Third-country resettlement has, however, brought new challenges and opportunities for all seven camps—and lesser-known is its impact on sanitation. Water and sanitation in the camps is the sole responsibility of the Lutheran World Federation (LWF), funded by the United Nations High Commission for Refugees (UNHCR). With the resettlement programme expected to continue till 2014, the likelihood of integrating the remaining refugee population into host communities in Nepal has increased. LWF and UNHCR are addressing this prospect through the construction of permanent structures and realisation of cooperative projects with the host communities that aim to improve sanitation in the camps. Resettlement has also necessitated logistical rearrangements and a response to changing behaviours among those still in the camps—issues that LWF and UNHCR are both struggling to respond to.
‘One of the best’
In the early 1990’s, LWF constructed one ventilated improved double-pit latrines (VIDP) for every two households. VIDPs are a relatively-cheaper, low-maintenance system that reduces inhospitable smells and flies through elongated vent pipes. LWF also established a pit system for dumping and burning solid waste. Refugees were trained on how to compost their biodegradable waste and apply it, as well as the night soil from the VIDPs, to their vegetable gardens. Additionally, household soakpits were dug to drain domestic wastewater.
These solutions served the refugees for two decades.

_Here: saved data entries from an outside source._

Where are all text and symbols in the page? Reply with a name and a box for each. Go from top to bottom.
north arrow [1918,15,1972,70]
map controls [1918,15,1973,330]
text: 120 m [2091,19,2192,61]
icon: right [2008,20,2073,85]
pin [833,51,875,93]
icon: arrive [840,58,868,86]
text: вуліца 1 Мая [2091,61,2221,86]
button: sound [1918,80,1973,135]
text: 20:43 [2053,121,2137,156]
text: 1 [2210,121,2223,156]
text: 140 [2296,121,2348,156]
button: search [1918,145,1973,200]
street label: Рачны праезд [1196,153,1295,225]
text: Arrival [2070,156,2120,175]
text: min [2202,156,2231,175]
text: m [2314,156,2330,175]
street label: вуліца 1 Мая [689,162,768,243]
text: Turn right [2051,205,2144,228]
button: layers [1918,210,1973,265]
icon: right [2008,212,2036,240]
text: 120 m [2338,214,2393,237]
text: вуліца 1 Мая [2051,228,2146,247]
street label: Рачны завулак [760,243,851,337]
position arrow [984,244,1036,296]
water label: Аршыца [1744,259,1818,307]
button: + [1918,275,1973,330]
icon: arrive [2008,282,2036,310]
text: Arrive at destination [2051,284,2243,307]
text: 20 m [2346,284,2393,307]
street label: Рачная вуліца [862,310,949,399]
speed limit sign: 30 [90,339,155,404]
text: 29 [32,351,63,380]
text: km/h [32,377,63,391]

In a 2006 water supply and sanitation study of Timai camp by Shapkota and Lee, they noted, “The environmental health standards practised have been reported as one of the best managed situations in any refugee scenario.” Salient features pointed out were “the excellent maintenance of the excreta disposal system; change from the habit of open defecation to the use of environmentally safe system; source segregation of solid waste and adoption of composting technology (resource recycle); and the practice of effective wastewater disposal.”
Human waste disposal in the camps met internationally-recognised standards, as delineated by the Sphere Projects’ guidelines for humanitarian assistance, in terms of capacity (no more than 20 users per toilet), proximity (less than 50m from each household), and privacy (bamboo shelter and covered roof). Universal access to toilets is also a relative advantage when compared to the host community, where many still practise open defecation or use rudimentary latrine structures.
Given the past successes with sanitation, LWF and UNHCR have had to modify their efforts due to changes in the camps brought on by resettlement. A number of refugees began receiving money from friends and relatives who had resettled abroad, and many awaited a future beyond their limbo status. For those in the camps, organisations extended opportunities to ease local integration and further strengthen kinship with host communities—a relationship previously chequered with resentment. “As the population in the camps diminishes, we want to reinforce services for the local people and create better synergy and less of an artificial separation between the two communities,” explains Stéphane Jaquemet, recently-appointed UNHCR Representative in Nepal.
In early 2010, LWF piloted a communal solid waste management project to be jointly managed by and servicing both communities. Through the arrangement, biodegradable and non-biodegradable waste are segregated in each household, collected in tractors and taken to burn or compost in two designated dumping sites near Beldangi 1 and Sanischare. A transition towards self-sustenance is expected through profits generated from selling the fertiliser. “We could perhaps sell our fertiliser at Rs. 8 or 9 per kg, but that would depend on our production and how we impart knowledge about its benefits to customers,” explains Kishor Rai, chairman of the Environment and Waste Management Committee in Pathari Bazaar, the town bordering Sanischare camp. Besides building consensus, the initiative is also aimed at showing gratitude for the host community’s acceptance of the refugees. “We have seen a major positive change in Pathari Bazaar since the launch of this initiative. Before, waste was strewn across every corner and alleyway of the bazaar,” says Rai.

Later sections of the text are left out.